**Required action**
The word "coordinates" marks the lines to keep; find each one in the data and copy it.

--- Material to process Enclosed Below ---

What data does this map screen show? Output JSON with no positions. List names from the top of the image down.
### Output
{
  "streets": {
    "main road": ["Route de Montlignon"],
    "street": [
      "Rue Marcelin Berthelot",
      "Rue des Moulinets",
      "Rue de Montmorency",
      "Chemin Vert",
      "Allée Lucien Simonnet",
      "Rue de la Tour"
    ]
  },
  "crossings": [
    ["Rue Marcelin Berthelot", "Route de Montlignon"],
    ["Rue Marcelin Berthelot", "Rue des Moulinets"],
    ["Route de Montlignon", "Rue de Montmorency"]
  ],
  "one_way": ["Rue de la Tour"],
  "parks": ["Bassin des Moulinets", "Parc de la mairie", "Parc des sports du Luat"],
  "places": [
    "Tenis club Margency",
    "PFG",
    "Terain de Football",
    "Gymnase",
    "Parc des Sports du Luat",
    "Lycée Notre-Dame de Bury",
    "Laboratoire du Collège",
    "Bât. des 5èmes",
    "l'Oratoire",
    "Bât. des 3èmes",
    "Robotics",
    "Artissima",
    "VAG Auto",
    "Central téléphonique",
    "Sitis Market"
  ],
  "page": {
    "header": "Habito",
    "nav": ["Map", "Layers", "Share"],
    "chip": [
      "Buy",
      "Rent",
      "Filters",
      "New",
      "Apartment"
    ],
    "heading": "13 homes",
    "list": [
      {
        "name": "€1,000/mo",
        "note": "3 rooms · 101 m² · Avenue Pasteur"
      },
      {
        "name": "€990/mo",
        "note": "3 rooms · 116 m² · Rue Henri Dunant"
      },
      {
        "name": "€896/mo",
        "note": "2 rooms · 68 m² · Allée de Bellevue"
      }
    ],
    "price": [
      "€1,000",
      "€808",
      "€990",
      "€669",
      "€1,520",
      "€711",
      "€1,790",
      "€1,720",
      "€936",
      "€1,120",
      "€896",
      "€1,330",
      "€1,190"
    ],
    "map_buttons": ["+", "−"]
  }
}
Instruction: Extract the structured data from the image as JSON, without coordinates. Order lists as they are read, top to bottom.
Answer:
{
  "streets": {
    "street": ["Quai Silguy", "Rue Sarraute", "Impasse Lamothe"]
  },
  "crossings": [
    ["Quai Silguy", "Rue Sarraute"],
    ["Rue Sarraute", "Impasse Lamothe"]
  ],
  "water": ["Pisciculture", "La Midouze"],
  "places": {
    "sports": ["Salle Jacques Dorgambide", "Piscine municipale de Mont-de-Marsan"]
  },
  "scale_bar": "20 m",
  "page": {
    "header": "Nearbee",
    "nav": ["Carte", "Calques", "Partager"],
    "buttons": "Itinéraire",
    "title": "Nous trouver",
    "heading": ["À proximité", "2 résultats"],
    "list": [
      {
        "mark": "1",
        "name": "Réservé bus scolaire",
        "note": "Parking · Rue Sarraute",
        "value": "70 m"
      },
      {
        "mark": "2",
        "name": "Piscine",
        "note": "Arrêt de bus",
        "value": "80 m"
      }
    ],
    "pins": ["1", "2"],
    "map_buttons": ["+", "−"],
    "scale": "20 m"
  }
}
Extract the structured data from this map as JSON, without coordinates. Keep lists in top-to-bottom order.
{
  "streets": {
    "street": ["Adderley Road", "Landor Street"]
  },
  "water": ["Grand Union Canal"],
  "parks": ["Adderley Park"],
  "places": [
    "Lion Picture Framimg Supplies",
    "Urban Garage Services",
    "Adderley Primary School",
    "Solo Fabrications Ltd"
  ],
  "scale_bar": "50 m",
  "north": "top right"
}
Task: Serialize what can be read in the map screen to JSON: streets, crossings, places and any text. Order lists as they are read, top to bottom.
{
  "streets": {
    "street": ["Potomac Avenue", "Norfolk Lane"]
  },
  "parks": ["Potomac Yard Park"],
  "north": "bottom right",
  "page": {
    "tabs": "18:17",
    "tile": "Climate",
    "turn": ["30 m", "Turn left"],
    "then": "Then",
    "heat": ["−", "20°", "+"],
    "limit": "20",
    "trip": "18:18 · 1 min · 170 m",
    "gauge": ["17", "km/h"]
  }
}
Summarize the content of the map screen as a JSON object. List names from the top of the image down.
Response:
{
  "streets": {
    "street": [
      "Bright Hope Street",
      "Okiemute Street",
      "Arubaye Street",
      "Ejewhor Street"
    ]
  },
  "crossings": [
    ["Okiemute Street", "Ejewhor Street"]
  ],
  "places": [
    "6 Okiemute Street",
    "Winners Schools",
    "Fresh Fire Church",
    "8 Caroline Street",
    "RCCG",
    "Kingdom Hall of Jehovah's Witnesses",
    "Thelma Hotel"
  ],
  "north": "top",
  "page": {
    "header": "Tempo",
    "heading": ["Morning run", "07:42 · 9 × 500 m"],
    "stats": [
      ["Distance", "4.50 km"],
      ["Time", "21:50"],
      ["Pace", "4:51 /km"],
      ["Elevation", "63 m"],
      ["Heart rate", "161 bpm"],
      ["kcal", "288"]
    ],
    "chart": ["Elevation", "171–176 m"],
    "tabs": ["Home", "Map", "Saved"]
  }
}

--- End of Enclosed Material to process ---

**Response for this exercise**
Instruction: Extract the structured data from the image as JSON, without coordinates. Order lists as they are read, top to bottom.
Extract the structured data from this map as JSON, without coordinates. Keep lists in top-to-bottom order.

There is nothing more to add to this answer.